Chad refering to Smith & Smith as a ‘pop-up’ shop made me picture some trendy pop-up staffed by hipster assassins. “Welcome to Humford & Sons’ Contract Killings. Would sir care for a decaf soy latte whilst you peruse our offerings? Ah, sir has a good eye - Anais is busy whipping up a fresh batch of our artisinal digitalis poison, made by crushing locally sourced foxgloves with a pestle and mortar made from Himalayan rock salt. Or perhaps sir prefers a killing with a more personal, human touch? Kai here is hand-braiding a mulberry silk garrote, enhanced in the center with a Savoy Knot, and wielded in the traditional Thuggee manner - or Phansigar, if one prefers the Southern Indian term. Pardon? Strangle someone with our hands? Oh, sir is clearly a wit, ha ha!”

Anonymous

Wow! That's a very grim tale. I think the worst part (besides the child murder of course) is the casualness of how they discuss what they are going to do. Regardless of wether there is a supernatural element or not, they are all psychopaths!

Anonymous

"Or it could just be a slice of cheese between two other slices of cheese..." Had to stop the podcast and rewind that part to make sure I heard it right. What the what?! Sounds like a sandwich made by a Mi-go.

Anonymous

Although Chris was skeptical that Smith & Smith can operate as a non-magical entity, this concept of an invisible yet ubiquitous and near omniscient network has precedents — think of Arthur Conan Doyle's Professor Moriarty, the silent film serial LES VAMPIRES, or Fritz Lang's crime dramas involving the criminal mastermind Dr. Mabuse. A more benign example is in the short story "The Adventures of Major Brown" by G.K. Chesterton: Adventure and Romance Agency, Limited, a service that arranges thrilling escapades for its clients, thereby providing them with entertainment and exercise. (Chesterton, like Sayers, is notable both as a mystery author and a Christian apologist; fans of Neil Gaiman's THE SANDMAN will recognize him as the model for the character known as Gilbert or Fiddler's Green. His best known works are the Father Brown stories, about a crime-solving Catholic priest, which have inspired various film and television adaptations.

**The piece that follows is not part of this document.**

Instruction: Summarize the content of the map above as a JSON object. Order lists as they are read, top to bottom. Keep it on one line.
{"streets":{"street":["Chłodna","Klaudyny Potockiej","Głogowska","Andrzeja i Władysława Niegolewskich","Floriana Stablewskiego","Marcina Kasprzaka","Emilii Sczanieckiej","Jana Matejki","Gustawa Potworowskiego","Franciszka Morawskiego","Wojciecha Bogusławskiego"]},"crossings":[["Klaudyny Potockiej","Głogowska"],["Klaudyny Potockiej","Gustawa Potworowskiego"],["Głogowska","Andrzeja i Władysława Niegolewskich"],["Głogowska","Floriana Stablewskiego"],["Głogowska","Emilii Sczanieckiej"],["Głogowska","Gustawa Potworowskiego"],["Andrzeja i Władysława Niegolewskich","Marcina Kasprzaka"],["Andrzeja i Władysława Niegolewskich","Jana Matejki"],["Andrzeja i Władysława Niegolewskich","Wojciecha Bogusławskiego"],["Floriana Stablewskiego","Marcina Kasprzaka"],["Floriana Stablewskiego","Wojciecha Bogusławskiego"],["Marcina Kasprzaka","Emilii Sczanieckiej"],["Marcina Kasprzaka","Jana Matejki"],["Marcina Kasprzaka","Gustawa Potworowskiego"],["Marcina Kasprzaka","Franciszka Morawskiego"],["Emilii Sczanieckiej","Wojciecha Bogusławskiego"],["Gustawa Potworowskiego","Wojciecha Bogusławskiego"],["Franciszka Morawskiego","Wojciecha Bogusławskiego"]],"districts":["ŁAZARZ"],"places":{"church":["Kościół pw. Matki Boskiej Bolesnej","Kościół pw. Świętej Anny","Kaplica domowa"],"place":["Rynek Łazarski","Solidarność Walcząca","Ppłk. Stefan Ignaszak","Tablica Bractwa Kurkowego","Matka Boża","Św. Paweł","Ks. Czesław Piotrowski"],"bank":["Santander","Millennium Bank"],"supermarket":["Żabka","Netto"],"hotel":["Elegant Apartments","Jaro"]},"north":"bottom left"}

Some of his other short stories and books have a fantastical air that verges on magical realism, but I don't know if any of them can be categorized as "weird" aside from his short novel THE MAN WHO WAS THURSDAY, which might be worth checking out.)

Anonymous

No "Dirty Deeds Done Dirt Cheap" jokes?

Anonymous

Down the onyx steps he comes! Nyarlathotep, Black Messenger! Bringer of strange joys from nighted Yuggoth! Teacher of marvels! Cheese within cheese within cheese! Iä! Shub-Niggurath! The Goat with a Thousand Young!

Anonymous

Thank you for the content warning on this and The Black Cat. I have loved listening to y'all since 2014, but I don't need child/animal cruelty kicking around in my head.

Anonymous

I've always read this as a supernatural story, because it feels so much, as Chris pointed out, like a traditional story about the Fae. I think then that if Smith & Smith are indeed faeries (or at least Miss Smith) what they get out of it isn't the 1000 pounds but rather pulling whoever they "remove" into Faerie.

Anonymous

The thing I've always found interesting about Sayers, is unlike Chesterton's mysteries, which always have a strong Catholic overtone, Sayers' characters, even her self-insert Harriet Vane tend far more towards the secular - Whimsey himself admits to being more or less an atheist in Gaudy Night, and Sayers (according to Wikipedia, anyway, but the citation seems solid) had no plans to change that.

Anonymous

I think we could describe the illustrious party at the start as featuring the creme de la crime?

Anonymous

I have to cast my vote for the supernatural route. The money is virtually worthless and what they get out of it is either the boy's soul. And once the deal is sealed everything will appear logically to have been done by him so any thought of a shady hitmen for hire group goes entirely out the window. Then again, they may get to come around and collect on him in some way even though he gets a big pay day in the form of incident free money.

Anonymous

Where did they get a leopard? I think we’ve finally discovered what Manimal’s Grandpa got up to.

Anonymous

This kind of evokes the Leopard Lady as a Batman villain.

Anonymous

This story reminded me of 'Mr. Clubb and Mr. Cuff' by Peter Straub, in which the eponymous two gentlemen appear and offer to do some dirty work for the protagonist. Straub's a good writer and I'd call at least some of his work including this one weird. But I can't recommend this story because it had a strong element of sadism that I found distasteful even though it is kept to some degree off camera.

Anonymous

Like Karlandos I see this as the start of a blackmail conspiracy. Once he is rich, the Smiths have a big hold on him. Anyway, whatever we think happens next, it is a truly chilling tale and the uncertainty of the supernatural element makes it a weird one. Thanks guys - this creepy story and your discussion of it had me gripped.

Anonymous

I'd like to cast my vote for a group of serial killers. A group of folks who love to kill and have made a game of it by only killing folks that other people want dead. This gives them both the inside information that helps them accomplish murder and co-conspirators strongly motivated to assist with the cover-up. Certainly it appears they are using drugs to make folks more suggestible. I've, er, heard that one's perceptions and memories thereof can be rather afield from how stuff actually was. I may, for example, have had a friend who (post-Grateful Dead show) announced that his hand was a roach. To our great relief, it was a happy roach.

Anonymous

Bunch of 3rd imposters... “boy: I saw a leopard lady acting super sus leaving med bay!” Them: “Boy must be crazy because we never saw leopard lady at medbay”. *boy was ejected.... not an imposter* Them: oh.... no

Anonymous

This really feels like the pilot for a TV series that never got picked up. All it needed was a couple of mismatched detective trying to hunt down Smith & Co.....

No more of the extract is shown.